◆ **TASK STATEMENT**:
Lines containing "strokeStyle" should be pulled from the material below.

• • • • •

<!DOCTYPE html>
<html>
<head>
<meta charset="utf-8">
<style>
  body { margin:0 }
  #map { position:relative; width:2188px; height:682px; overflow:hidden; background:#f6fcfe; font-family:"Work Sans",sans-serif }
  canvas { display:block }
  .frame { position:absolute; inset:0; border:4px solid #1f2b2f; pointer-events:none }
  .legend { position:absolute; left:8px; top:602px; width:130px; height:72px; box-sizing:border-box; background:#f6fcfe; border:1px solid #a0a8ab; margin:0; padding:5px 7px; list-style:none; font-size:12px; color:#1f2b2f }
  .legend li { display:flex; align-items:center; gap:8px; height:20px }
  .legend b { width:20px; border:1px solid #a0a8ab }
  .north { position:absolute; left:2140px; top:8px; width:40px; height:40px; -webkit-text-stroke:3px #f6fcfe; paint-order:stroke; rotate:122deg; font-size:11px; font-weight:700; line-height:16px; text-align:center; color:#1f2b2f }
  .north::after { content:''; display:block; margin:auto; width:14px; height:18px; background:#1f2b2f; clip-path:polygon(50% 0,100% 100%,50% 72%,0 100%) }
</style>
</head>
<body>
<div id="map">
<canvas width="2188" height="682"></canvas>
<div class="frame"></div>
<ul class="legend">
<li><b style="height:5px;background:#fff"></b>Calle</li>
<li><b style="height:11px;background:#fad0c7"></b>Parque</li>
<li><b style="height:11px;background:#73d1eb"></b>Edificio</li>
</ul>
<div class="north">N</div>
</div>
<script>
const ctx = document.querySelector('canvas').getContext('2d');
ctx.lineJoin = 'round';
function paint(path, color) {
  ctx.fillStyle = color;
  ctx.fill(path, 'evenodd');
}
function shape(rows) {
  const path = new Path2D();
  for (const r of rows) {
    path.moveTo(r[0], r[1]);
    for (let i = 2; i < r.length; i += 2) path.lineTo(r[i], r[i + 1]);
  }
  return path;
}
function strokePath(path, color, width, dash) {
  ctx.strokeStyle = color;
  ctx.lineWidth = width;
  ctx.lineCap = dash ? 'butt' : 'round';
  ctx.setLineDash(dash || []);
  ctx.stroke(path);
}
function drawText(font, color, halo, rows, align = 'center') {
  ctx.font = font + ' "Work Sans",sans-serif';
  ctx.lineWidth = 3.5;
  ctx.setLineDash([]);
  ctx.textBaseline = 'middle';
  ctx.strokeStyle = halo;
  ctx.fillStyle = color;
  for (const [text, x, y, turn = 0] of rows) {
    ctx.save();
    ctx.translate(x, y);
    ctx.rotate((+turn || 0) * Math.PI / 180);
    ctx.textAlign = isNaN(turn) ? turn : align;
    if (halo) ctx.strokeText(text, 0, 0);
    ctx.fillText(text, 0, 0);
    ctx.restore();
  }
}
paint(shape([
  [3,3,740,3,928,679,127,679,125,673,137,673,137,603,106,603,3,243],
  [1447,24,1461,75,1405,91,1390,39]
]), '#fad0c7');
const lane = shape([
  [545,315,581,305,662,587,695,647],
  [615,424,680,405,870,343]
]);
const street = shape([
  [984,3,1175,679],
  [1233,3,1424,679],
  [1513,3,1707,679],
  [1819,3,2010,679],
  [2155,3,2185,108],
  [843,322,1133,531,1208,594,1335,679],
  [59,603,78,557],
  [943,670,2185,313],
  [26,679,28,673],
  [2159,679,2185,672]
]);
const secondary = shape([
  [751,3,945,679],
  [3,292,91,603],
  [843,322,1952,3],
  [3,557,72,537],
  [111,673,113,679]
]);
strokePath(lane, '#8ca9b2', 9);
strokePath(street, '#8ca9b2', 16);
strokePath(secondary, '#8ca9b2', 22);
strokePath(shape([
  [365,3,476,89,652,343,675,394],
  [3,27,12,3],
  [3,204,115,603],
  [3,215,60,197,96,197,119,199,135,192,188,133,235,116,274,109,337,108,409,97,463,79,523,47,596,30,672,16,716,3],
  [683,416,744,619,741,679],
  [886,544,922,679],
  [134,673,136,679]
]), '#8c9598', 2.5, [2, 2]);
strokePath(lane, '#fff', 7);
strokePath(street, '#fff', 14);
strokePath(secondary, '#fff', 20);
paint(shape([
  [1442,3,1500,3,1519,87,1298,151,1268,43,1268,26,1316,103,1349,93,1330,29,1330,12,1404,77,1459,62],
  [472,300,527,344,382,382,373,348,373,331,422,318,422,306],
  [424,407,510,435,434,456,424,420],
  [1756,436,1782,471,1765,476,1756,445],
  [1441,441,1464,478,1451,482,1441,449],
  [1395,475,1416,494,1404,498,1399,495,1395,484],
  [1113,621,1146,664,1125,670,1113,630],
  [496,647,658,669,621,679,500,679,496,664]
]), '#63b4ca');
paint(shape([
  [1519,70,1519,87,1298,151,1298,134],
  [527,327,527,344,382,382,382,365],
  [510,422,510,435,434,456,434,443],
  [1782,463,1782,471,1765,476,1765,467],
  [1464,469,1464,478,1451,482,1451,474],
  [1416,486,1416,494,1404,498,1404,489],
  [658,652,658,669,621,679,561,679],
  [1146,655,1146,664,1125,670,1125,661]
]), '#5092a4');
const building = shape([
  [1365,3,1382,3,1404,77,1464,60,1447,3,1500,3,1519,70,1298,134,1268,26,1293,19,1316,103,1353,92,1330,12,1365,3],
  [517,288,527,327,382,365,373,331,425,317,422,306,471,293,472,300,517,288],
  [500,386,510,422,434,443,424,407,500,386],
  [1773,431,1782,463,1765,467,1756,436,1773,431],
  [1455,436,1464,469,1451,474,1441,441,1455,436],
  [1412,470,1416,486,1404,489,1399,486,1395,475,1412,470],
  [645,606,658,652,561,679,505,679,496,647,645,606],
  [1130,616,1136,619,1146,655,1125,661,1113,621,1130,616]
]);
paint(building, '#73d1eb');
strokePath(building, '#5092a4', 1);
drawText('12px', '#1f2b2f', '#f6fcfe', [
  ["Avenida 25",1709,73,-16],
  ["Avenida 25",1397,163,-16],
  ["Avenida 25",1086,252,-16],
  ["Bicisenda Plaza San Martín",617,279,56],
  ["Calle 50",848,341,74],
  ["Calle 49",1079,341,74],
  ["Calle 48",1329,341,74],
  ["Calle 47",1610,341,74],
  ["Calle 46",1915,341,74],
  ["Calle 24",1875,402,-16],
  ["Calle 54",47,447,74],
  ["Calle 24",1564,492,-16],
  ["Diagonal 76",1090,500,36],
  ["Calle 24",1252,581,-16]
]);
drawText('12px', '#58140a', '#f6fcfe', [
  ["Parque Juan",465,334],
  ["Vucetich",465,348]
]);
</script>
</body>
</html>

• • • • •

◆ **COMPLETED EXERCISE**:
  ctx.strokeStyle = color;
  ctx.strokeStyle = halo;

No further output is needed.